Se os benefícios financeiros são significativos, com incremento estimado de até 4,4% no PIB gaúcho ao longo de duas décadas, experiências internacionais demonstram que os riscos à natureza também são grandes.
Empreendimentos semelhantes localizados nos Estados Unidos e na China indicam que, se algo não for bem planejado ou executado, pode haver contaminação do solo, da água e do ar. No caso gaúcho, uma falha poderia resultar em um dano considerável pela localização do complexo ao lado de uma área de preservação e do Rio Jacuí.
Uma das maiores preocupações em relação ao projeto da carboquímica gaúcha é evitar a contaminação do solo ou da água por elementos de alta acidez provenientes do carvão – capaz de mesclar cerca de 170 tipos de minerais em diferentes combinações conforme a região do planeta onde ele se forma.
O geólogo e professor da Universidade Federal do Rio Grande do Sul (UFRGS) Rualdo Menegat, autor do Atlas Ambiental de Porto Alegre, afirma que entre os componentes do carvão está a pirita, ou sulfeto de ferro. Essa substância pode resultar em uma mistura ácida em contato com oxigênio e água.

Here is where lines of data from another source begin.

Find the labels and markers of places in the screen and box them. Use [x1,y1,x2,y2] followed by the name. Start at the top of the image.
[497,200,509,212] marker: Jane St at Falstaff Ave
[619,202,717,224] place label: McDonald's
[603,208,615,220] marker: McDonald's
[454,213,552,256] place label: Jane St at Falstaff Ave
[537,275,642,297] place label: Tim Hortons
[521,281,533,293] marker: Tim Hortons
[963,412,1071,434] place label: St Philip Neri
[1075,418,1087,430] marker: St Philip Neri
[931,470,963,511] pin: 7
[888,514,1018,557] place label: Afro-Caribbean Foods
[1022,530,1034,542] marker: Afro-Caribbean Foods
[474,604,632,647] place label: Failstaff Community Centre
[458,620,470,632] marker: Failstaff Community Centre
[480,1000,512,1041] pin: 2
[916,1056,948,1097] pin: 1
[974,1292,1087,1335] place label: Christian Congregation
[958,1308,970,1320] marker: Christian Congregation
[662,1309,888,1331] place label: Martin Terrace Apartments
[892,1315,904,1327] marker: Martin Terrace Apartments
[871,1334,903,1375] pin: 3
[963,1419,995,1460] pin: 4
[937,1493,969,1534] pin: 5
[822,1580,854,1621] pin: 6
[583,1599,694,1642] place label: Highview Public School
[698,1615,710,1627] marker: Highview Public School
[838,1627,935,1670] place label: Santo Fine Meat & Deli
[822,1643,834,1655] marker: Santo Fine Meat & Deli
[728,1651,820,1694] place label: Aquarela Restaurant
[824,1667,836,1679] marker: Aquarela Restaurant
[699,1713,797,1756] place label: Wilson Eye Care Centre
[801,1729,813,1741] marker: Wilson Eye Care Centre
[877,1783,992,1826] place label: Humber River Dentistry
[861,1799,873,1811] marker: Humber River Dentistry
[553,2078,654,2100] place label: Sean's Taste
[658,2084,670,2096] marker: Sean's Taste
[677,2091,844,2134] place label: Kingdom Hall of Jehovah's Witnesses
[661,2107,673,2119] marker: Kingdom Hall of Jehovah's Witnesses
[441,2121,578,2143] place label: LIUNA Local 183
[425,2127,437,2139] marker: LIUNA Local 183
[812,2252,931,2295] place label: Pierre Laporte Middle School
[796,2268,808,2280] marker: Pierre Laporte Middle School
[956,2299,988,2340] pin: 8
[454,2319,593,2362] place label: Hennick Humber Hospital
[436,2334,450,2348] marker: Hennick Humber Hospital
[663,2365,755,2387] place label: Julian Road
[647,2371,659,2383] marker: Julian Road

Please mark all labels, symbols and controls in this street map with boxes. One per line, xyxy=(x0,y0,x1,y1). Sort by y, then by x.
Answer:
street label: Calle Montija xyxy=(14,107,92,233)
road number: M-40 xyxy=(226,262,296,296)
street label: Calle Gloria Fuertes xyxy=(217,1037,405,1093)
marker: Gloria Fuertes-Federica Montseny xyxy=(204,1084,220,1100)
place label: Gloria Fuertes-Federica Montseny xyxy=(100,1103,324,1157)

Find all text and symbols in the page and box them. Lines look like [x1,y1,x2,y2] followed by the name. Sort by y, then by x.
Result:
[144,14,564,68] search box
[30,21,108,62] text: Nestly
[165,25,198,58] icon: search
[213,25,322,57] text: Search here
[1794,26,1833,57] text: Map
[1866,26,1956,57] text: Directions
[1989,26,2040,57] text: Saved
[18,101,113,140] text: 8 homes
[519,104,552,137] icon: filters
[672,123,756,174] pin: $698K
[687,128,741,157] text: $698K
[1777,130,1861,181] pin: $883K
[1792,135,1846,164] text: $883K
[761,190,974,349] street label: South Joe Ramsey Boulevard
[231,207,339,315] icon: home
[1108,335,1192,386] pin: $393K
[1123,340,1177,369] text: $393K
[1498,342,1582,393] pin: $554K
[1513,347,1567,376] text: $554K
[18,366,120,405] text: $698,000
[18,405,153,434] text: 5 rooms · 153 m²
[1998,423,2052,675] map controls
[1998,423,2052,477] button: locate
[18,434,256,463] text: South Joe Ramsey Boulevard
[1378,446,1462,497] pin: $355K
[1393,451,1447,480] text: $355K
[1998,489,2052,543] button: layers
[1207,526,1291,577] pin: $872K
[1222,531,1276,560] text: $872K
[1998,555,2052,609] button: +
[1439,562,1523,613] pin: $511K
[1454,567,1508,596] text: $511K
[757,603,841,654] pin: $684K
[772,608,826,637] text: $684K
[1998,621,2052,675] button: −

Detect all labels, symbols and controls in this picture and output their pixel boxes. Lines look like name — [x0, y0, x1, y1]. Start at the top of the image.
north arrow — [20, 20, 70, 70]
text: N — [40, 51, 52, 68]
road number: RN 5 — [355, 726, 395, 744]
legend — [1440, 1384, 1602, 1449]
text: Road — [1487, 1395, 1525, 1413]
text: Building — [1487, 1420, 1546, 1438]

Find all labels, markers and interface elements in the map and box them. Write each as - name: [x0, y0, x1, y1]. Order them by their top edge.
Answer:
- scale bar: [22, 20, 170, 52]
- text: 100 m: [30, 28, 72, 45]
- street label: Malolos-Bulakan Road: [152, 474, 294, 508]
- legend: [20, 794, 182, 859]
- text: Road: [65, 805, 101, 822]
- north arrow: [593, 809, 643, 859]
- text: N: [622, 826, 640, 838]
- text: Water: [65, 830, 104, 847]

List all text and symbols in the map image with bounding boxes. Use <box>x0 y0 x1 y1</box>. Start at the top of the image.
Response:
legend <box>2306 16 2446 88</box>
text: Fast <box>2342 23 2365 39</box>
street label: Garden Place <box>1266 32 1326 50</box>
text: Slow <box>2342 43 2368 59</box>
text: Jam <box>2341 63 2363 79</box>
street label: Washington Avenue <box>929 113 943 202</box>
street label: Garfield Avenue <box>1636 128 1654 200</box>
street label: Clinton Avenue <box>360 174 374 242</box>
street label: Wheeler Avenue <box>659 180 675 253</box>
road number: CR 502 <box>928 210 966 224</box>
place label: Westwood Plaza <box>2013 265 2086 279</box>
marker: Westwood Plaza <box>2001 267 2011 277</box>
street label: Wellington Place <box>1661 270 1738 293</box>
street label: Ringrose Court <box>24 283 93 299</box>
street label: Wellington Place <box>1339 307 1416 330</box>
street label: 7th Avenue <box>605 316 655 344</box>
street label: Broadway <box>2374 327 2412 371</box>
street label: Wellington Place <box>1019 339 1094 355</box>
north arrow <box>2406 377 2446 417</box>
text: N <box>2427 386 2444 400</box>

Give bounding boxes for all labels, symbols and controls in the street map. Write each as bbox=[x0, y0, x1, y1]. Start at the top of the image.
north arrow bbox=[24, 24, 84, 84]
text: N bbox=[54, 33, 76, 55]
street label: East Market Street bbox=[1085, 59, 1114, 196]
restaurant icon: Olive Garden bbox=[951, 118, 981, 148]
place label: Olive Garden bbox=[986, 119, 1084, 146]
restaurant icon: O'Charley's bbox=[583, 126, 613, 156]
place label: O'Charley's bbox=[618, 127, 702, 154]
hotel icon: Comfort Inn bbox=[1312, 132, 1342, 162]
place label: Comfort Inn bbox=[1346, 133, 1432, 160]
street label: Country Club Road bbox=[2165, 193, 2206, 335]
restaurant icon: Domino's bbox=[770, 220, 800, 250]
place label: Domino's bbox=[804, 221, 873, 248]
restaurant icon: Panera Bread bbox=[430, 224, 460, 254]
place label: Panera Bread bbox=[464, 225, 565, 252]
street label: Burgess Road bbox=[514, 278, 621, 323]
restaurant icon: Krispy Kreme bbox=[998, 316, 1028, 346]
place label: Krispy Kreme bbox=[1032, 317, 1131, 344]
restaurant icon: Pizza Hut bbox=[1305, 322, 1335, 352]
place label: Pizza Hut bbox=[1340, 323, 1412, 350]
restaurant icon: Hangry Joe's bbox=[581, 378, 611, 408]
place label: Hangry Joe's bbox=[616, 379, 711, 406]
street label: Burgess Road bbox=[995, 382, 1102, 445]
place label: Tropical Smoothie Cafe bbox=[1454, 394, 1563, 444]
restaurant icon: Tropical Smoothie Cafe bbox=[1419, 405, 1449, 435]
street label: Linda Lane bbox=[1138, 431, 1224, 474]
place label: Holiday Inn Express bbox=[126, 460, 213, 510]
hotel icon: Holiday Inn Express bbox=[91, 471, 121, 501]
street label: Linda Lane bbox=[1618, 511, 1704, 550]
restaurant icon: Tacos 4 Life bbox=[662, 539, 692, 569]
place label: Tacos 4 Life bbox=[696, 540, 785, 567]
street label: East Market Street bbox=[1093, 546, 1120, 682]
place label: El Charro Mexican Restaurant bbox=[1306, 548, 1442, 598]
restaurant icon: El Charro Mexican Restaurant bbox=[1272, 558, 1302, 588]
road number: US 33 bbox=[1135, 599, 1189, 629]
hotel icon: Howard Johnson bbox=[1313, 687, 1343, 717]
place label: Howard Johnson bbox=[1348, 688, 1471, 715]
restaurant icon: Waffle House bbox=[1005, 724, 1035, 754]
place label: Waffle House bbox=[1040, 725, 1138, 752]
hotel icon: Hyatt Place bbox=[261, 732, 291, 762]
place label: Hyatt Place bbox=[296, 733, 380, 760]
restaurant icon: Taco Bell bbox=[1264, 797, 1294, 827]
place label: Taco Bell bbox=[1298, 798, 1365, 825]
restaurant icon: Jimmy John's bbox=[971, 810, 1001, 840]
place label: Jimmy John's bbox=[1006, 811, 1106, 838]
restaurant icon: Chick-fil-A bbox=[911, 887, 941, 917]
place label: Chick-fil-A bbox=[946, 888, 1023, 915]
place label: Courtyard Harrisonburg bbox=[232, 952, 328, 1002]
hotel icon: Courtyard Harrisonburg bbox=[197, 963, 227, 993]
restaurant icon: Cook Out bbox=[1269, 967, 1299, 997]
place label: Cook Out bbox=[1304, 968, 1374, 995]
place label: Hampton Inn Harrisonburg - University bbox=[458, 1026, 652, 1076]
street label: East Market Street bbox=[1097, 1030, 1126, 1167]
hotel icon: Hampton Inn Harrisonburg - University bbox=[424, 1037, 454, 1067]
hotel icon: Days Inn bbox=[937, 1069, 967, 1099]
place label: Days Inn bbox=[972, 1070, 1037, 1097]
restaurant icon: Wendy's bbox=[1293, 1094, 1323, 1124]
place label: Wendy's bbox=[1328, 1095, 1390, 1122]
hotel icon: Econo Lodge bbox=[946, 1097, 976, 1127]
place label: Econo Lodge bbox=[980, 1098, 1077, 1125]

O Estudo de Impacto Ambiental apresentado pela Copelmi afirma que os rejeitos da mina de carvão seriam enterrados sobre uma camada impermeabilizante formada por uma linha de rocha chamada siltito, o que evitaria a poluição do solo ou do lençol freático. Porém, o geólogo da UFRGS acredita que essa não é uma garantia de segurança.
– Uma camada de siltito não é completamente uniforme. Normalmente há falhas, pequenas brechas, não é algo maciço. Com o tempo, poderia haver contaminação – acredita.
No ofício 02696/2019, a Fepam pediu informações complementares à Copelmi sobre o risco de formação da chamada Drenagem Ácida de Mina (resultante dos rejeitos do carvão) e de contaminação do solo e da água, entre outros itens. O prazo de 120 dias para resposta venceu em dezembro e foi renovado por igual período para permitir a realização de mais análises.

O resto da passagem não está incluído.